▶ _Data for processing_
-- Opening Marker --

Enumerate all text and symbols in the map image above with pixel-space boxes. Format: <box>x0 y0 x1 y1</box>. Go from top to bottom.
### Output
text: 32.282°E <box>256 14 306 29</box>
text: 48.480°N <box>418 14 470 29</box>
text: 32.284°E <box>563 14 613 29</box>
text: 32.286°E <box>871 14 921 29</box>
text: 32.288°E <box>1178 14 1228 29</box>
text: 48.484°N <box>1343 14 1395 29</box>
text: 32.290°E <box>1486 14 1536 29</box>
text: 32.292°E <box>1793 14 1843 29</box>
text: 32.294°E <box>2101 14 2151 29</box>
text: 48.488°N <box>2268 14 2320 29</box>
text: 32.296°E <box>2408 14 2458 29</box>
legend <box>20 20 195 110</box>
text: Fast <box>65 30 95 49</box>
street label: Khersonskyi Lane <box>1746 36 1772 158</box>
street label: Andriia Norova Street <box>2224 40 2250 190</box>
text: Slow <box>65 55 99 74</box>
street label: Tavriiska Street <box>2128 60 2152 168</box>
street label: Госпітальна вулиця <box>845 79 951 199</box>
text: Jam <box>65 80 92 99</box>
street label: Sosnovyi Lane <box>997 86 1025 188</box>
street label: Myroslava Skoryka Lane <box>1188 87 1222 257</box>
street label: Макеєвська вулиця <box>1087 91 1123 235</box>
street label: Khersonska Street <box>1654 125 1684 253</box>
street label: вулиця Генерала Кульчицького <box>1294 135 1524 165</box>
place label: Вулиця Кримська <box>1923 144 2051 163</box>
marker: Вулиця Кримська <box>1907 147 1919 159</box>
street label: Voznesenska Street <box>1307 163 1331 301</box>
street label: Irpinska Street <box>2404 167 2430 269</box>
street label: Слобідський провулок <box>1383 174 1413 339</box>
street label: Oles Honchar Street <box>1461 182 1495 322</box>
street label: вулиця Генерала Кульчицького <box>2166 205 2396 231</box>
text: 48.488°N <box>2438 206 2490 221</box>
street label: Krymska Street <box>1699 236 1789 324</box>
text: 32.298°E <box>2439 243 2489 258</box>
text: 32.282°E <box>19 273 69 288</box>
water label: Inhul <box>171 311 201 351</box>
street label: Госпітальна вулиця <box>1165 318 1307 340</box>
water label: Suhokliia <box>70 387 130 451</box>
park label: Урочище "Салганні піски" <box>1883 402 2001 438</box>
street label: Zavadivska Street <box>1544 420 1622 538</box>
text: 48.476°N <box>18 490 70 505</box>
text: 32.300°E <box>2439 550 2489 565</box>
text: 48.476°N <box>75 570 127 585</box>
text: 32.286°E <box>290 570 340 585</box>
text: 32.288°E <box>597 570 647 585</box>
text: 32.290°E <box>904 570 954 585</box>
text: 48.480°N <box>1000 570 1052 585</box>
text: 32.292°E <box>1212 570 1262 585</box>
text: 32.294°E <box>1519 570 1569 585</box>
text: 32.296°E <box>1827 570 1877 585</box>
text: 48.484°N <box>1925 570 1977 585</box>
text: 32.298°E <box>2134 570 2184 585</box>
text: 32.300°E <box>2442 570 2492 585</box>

-- Closing Marker --
-- Opening Marker --

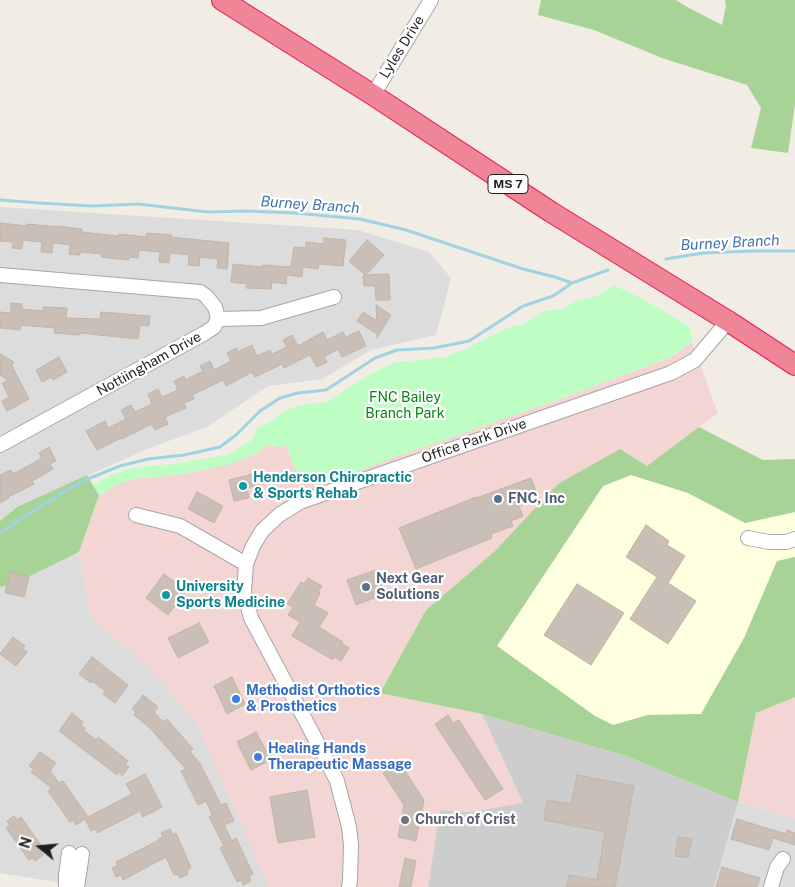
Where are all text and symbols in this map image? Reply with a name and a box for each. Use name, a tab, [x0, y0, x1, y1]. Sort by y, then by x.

-- Closing Marker --

▶ _Task_
Each line of the entries above that contains "symbols" is to be copied.

▶ _Solution to the exercise_
Enumerate all text and symbols in the map image above with pixel-space boxes. Format: <box>x0 y0 x1 y1</box>. Go from top to bottom.
Where are all text and symbols in this map image? Reply with a name and a box for each. Use name, a tab, [x0, y0, x1, y1]. Sort by y, then by x.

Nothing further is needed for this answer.